State of Michigan v RAYFIELD BRAZEL
No. 276764
Michigan Court of Appeals
March 18, 2008, Decided
Prior case history: Wayne County Circuit Court. LC No. 05-006212-01.
Before: O'Connell, P.J., and Borrello and Gleicher, JJ.
OPINION
PER CURIAM.
Following a bench trial, defendant appeals as of right from his convictions of first-degree fleeing and eluding a police officer, MCL 257.602a(5), operating a motor vehicle on a suspended license causing death, MCL 257.904(4), operating a vehicle while intoxicated causing death, MCL 257.625(4), and involuntary manslaughter, MCL 750.321. The trial court sentenced defendant to concurrent prison terms of 71 months to 15 years on each count. We affirm. This case is being decided without oral argument under MCR 7.214(E).
Defendant argues that the trial court improperly admitted medical records that indicated that his urine tested positive for cocaine metabolites. He argues that the evidence was inadmissible hearsay and was barred by the Confrontation Clause. US Const, Am VI. We disagree. We review for abuse of discretion a trial court's decision to admit evidence, but any preliminary questions of law regarding evidentiary matters are reviewed de novo. People v McDaniel, 469 Mich 409, 412; 670 NW2d 659 (2003).
The trial court did not abuse its discretion by admitting the medical records at issue because the records were admissible under the business records exception to the hearsay rule. According to MRE 803(6), the hearsay rule does not exclude:
A memorandum, report, record, or data compilation, in any form, of acts, transactions, occurrences, events, conditions, opinions, or diagnoses, made at or near the time by, or from information transmitted by, a person with knowledge, if kept in the course of a regularly conducted business activity, and if it was the regular practice of that business activity to make the memorandum, report, record, or data compilation, all as shown by the testimony of the custodian or other qualified witness, or by certification that complies with a rule promulgated by the supreme court or a statute permitting certification, unless the source of information or the method or circumstances of preparation indicate lack of trustworthiness. The term "business" as used in this paragraph includes business, institution, association, profession, occupation, and calling of every kind, whether or not conducted for profit.
In this case, the testimony of the records custodian established that defendant's medical records were kept in the regular course of the hospital's business, and no evidence suggests that the medical records are untrustworthy. Accordingly, those records were admissible as regularly kept business records of the hospital. The critical hearsay statement at issue was the positive result of defendant's urine test. Those tests were conducted in the course of the hospital's business by someone with knowledge, and the results were reduced to the record, which the record custodian verified. Therefore, the trial court did not abuse its discretion by admitting the medical records at issue. MRE 803(6).

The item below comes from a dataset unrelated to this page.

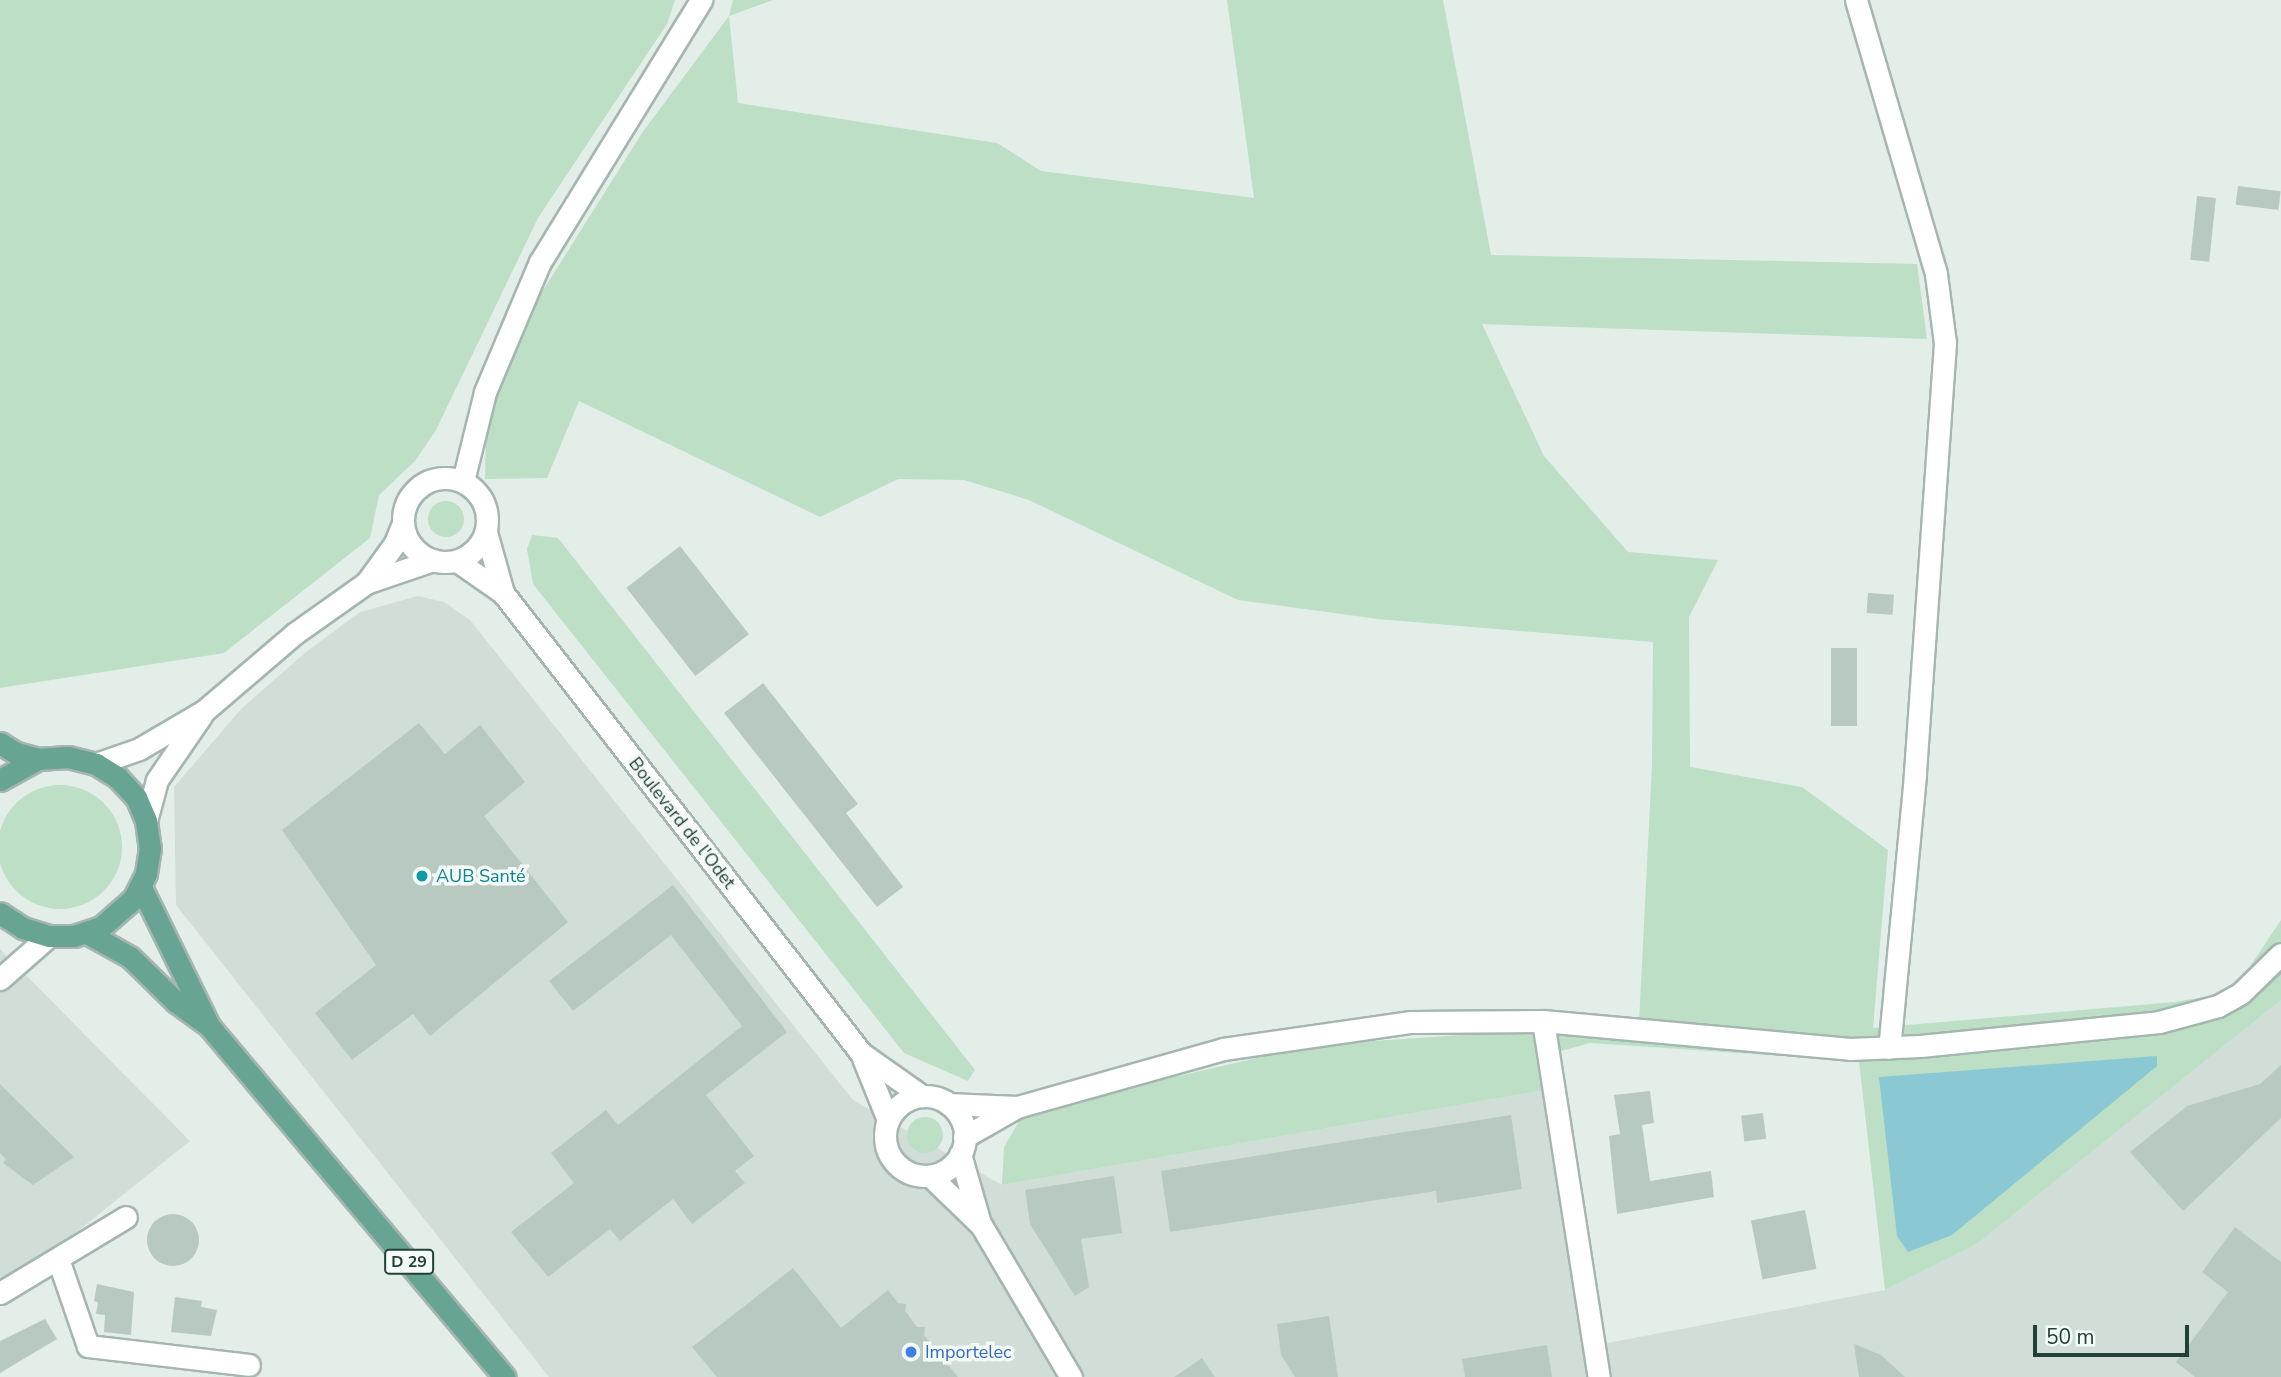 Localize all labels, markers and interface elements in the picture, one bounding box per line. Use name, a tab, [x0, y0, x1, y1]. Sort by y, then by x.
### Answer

Defendant argues that the medical records lack trustworthiness because they may have been prepared for use in litigation--the test may have been performed at the behest of police to obtain incriminating evidence against defendant. We disagree. It is true that the inherent trustworthiness of business records is undermined when the records are prepared in anticipation of litigation. McDaniel , supra at 414; People v Jambor (On Remand), 273 Mich App 477, 482; 729 NW2d 569 (2007). However, defendant offers only speculation in support of his claim that the critical urine test could have been done at the behest of the police to obtain incriminating evidence against him. Defendant was transported to the hospital by ambulance after he crashed his vehicle. Therefore, the tests performed on defendant were most likely conducted to obtain information that the hospital would need in treating him. Accordingly, there is no reasonable basis to conclude that the medical records should have been excluded because of a lack of trustworthiness.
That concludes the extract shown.